Zur Drucksache – 0461/2011 der Ratsversammlung Kiel

Die unter Punkt 3.2 genannte Alterative, Fernwärme aus Neumünster zu beziehen, halten wir für eine Mogelpackung. Damit würde Kiel ein Kohlekraftwerk durch die Hintertür bekommen. Das Argument, dass NMS so die überschüssige Wärme umweltfreundlich, auch was die CO2-Bilanz betrifft, verwerten würde, trifft nicht zu, denn die Wärme könnte umweltfreundlicher in einem erweiteren Wärmenetz vor Ort eingesetzt werden. In NMS besteht ohnehin ein großer Nachhol-bedarf, da die Anschlussquote erheblich geringer als in Kiel ist. Die geschätzten Baukosten von 60Mio € für die Fernwärmeleitung nach Kiel könnten eingespart oder für ein Pumpspeicherwerk im Bereich Kiel verwendet werden.

Mit dem Bau einer Fernwärmeleitung zwischen Kiel und Neumünster werden Entwicklungen festgeschrieben, die Kiel zukünftig ohne eigene Stromerzeugung dastehen lassen, denn einerseits muss sich die Investition amortisieren, andererseits ist dann NMS für ein größeres GuD-Kraftwerk der günstigere Standort, zumal es bereits an der großen Deudan-Gaspipeline liegt und eine Zubringer-Pipeline nach Kiel überflüssig wird.

Das Argument man findet keinen Investor für ein GuD-Kraftwerk in Kiel, ist nicht glaubwürdig. Wahrscheinlich hat man sich nicht ausreichend bemüht. So werden im Ballungszentrum NRW, dem traditionellem Kohlegebiet z.Zt. mehrere leistungsstarke GuD-Kraftwerke von Statoil und Dong gebaut. EON betreibt in Kiel verständlicherweise eine Verzögerungspolitik, weil langfristige ungünstige Lieferverträge mit Russland bestehen und der Trend zur unabhängigen Gasversorgung mit LNG verschlafen wurde. Von MVV haben wir bisher keine Stellungnahme gehört. Wird hier auch eine Entscheidung verzögert, weil das GKK mit der billigen Ostblockkohle gute Gewinne macht?

Für ganz fatal halten wir die Nichtfestlegung bei der zukünftigen Kieler Stromversorgung. Es sind zwar alle GuD-Möglichkeiten aufgeführt, aber auch, dass es ohne GuD-Kraftwerk geht. In dem Fall muss Kiel ausschließlich über das Europäische Verbundnetz zu Preisen der Leipziger Strombörse versorgt werden, d. h. auch mit Kohle- und Atomstrom. Das widerspricht aber den bisherigen Ratsbeschlüssen und man hat keinen Einfluss mehr auf den Strommix. Außerdem wird eine Chance zur Verselbständigung der Stadtwerke ohne Not aufgegeben. 

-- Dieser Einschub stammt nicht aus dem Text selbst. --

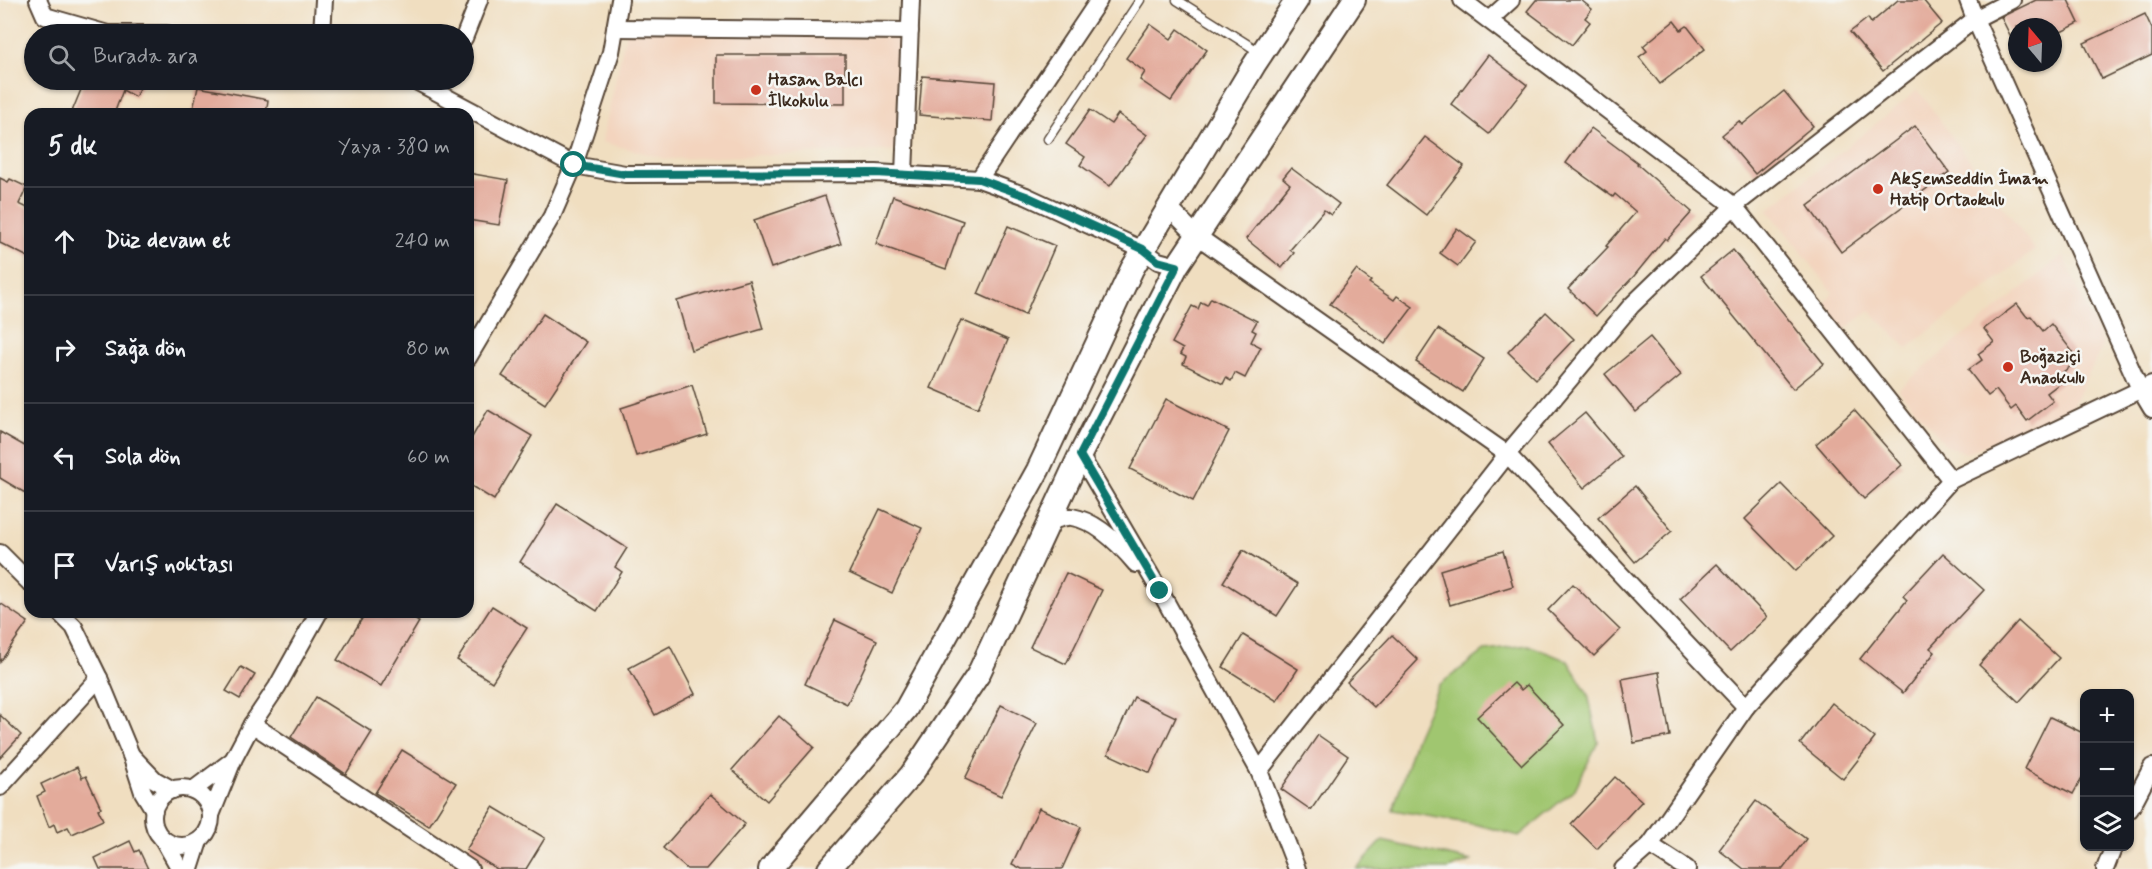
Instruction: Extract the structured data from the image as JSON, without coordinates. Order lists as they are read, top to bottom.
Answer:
{
  "places": ["Hasan Balcı İlkokulu", "Akşemseddin İmam Hatip Ortaokulu", "Boğaziçi Anaokulu"],
  "north": "top",
  "page": {
    "search": "Burada ara",
    "heading": ["5 dk", "Yaya · 380 m"],
    "list": [
      ["Düz devam et", "240 m"],
      ["Sağa dön", "80 m"],
      ["Sola dön", "60 m"],
      "Varış noktası"
    ],
    "map_buttons": ["+", "−"]
  }
}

Auf die Forderung der BI, hier die innovativen Vorschläge zu berücksichtigen, wird  mit der Gutachtermeinung, dass sie bis 2020 technisch und wirtschaftlich nicht umsetzbar sind, geantwortet. Das ist sachlich in einigen Punkten falsch, z. B. Ist Wind-und Solarstrom zeitweise im Überfluss da. Er muss nur direkt bezogen werden und man kann langfristige Lieferverträge vereinbaren. Die notwendige Regelung des Netzes wird bereits jetzt von Spitzen-und Speicherkraftwerken, bzw. von konventionellen Kraftwerken betrieben. Wir befürchten, dass auch hier die bereits absehbaren Entwicklungen verschlafen werden.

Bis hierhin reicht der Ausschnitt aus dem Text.